Universalisme, KBB, dan Legalitas Konversi Agama
Kebebasan beragama atau berkeyakinan (yang sering disingkat dengan KBB) merupakan isu yang telah lama diperjuangkan. Pada tahun 1941, muncul gagasan four freedom atau ‘empat kebebasan’ yang dicetuskan oleh Presiden Amerika, Franklin D. Roosevelt, sebagai respons atas kejahatan kemanusiaan dan pelanggaran hak-hak hidup manusia. Salah satu dari empat kebebasan itu adalah freedom of worship atau kebebasan beragama. Gagasan ini kemudian dilanjutkan dalam Universal Declaration of Human Rights (UDHR) pada tahun 1948, dan dijadikan sebagai salah satu instrumen penunjang HAM. Dengan demikian, UDHR memberi legitimasi terhadap KBB.
Yang menarik, ketika membahas KBB, UDHR juga secara gamblang menyinggung hak konversi agama, yaitu pada pasal 18:
“Everyone has the right to freedom of thought, conscience and religion; this right includes freedom to change his religion or belief, and freedom, either alone or in community with others and in public or private, to manifest his religion or belief in teaching, practice, worship and observance.”
UDHR menggunakan frasa to change dalam kalimat “freedom to change his religion or belief”. Klausul ini yang kemudian diterjemahkan ke bahasa Indonesia sebagai “kebebasan berganti agama atau kepercayaan” dalam ratifikasi Deklarasi Universal Hak-Hak Asasi Manusia (DUHAM).
Senada dengan UDHR, International Covenant on Civil and Political Rights (ICCPR), pasal 18, nomor 1, memberi legitimasi serupa:
“Everyone shall have the right to freedom of thought, conscience and religion.
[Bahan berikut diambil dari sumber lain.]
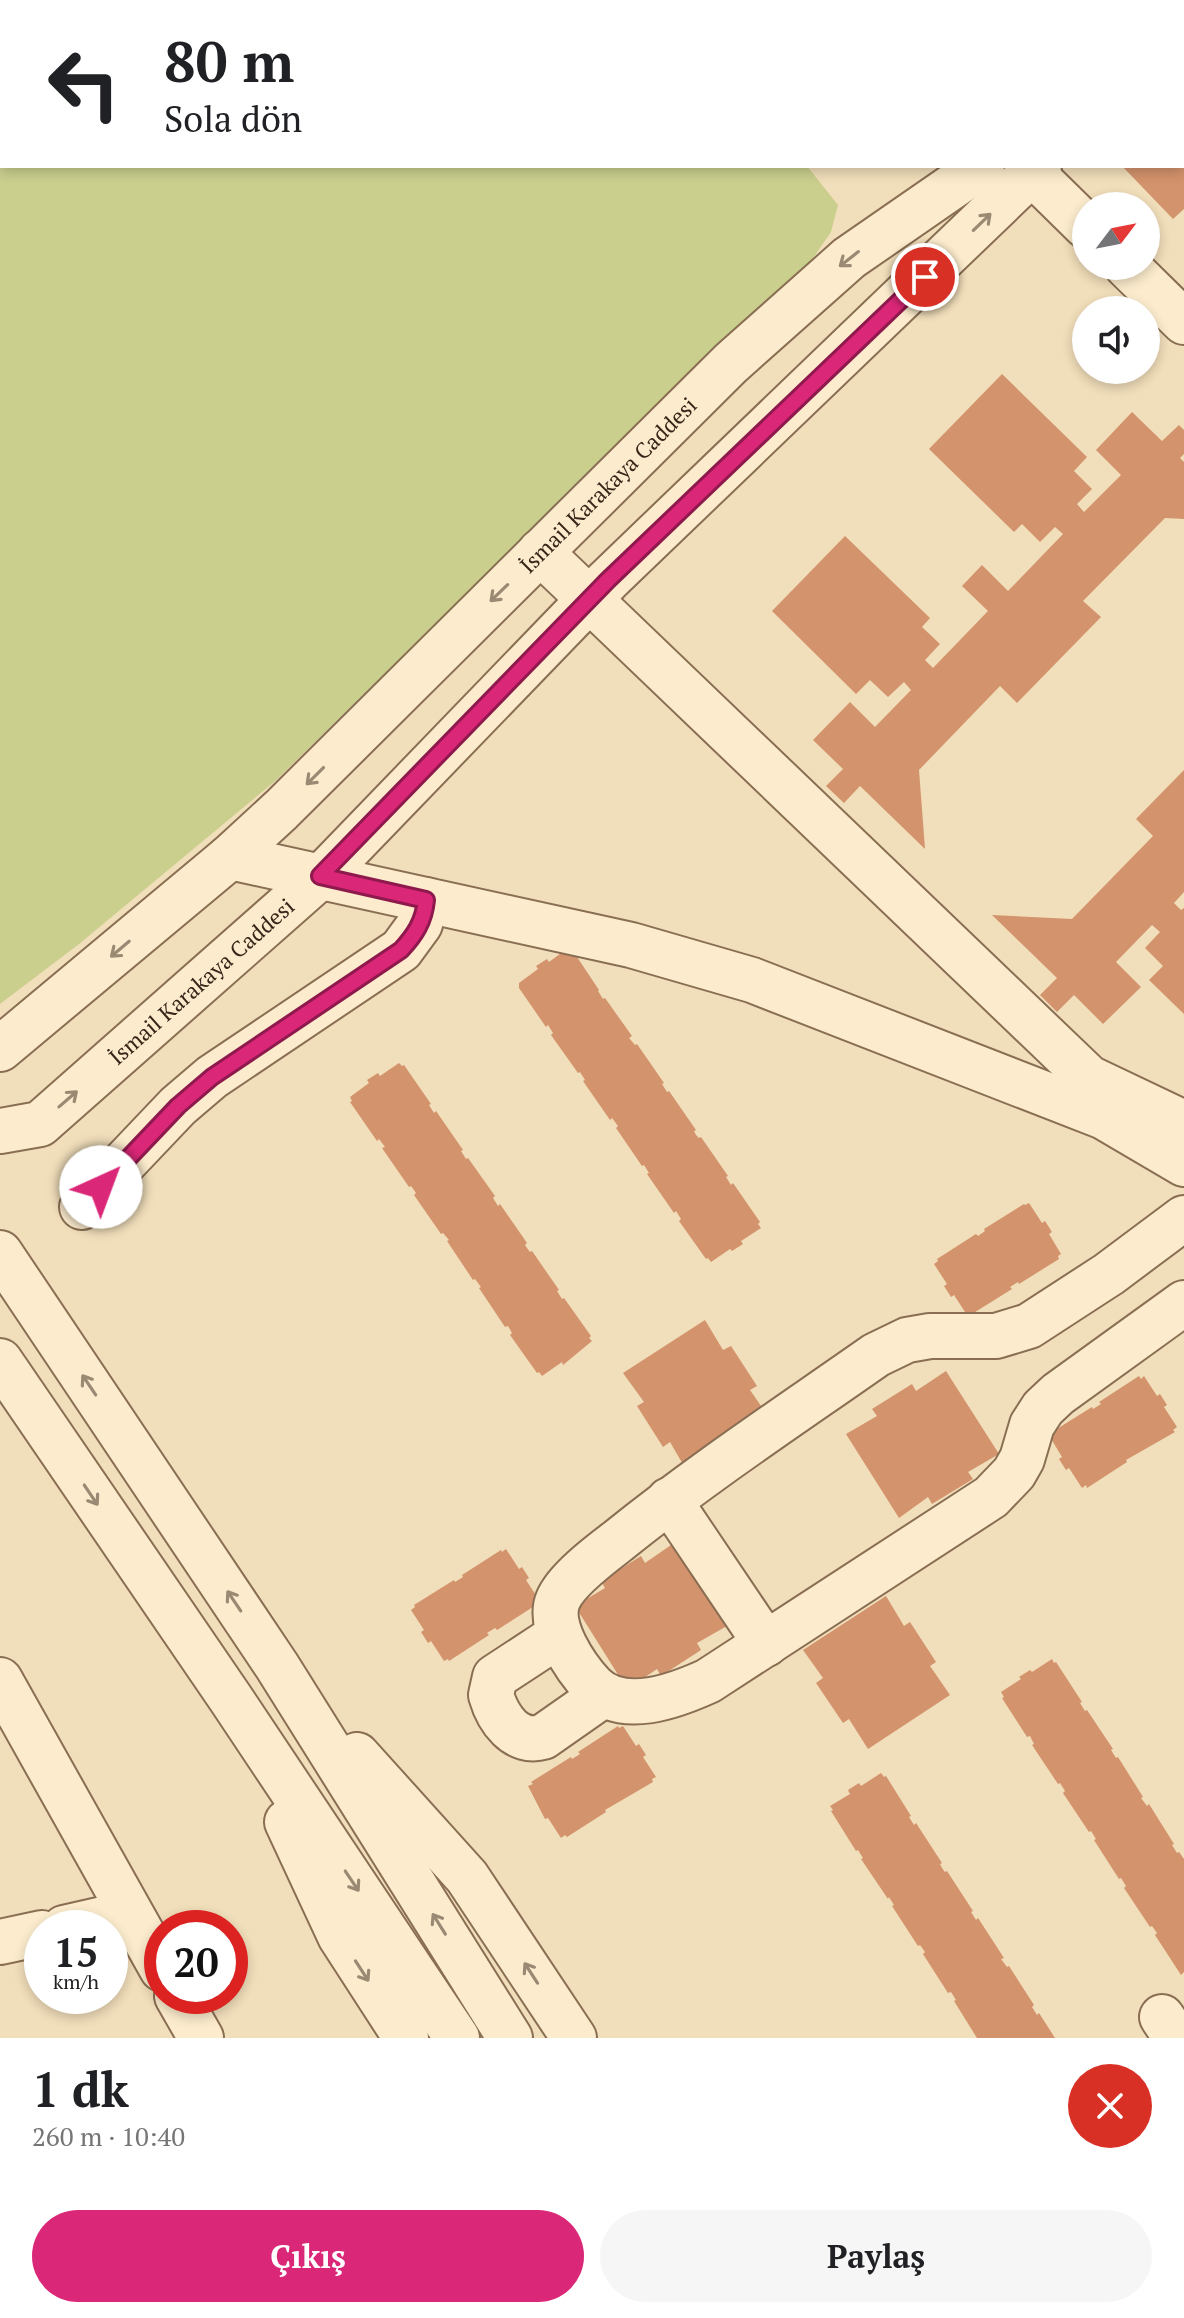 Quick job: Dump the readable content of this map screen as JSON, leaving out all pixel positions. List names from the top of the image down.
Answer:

This right shall include freedom to have or to adopt a religion or belief of his choice, and freedom, either individually or in community with others and in public or private, to manifest his religion or belief in worship, observance, practice and teaching.”
Dokumen ICCPR ini kemudian diratifikasi menjadi Undang-Undang Nomor 12 tahun 2005 tentang Pengesahan International Covenant on Civil and Political Rights (Kovenan Internasional tentang Hak-Hak Sipil dan Politik).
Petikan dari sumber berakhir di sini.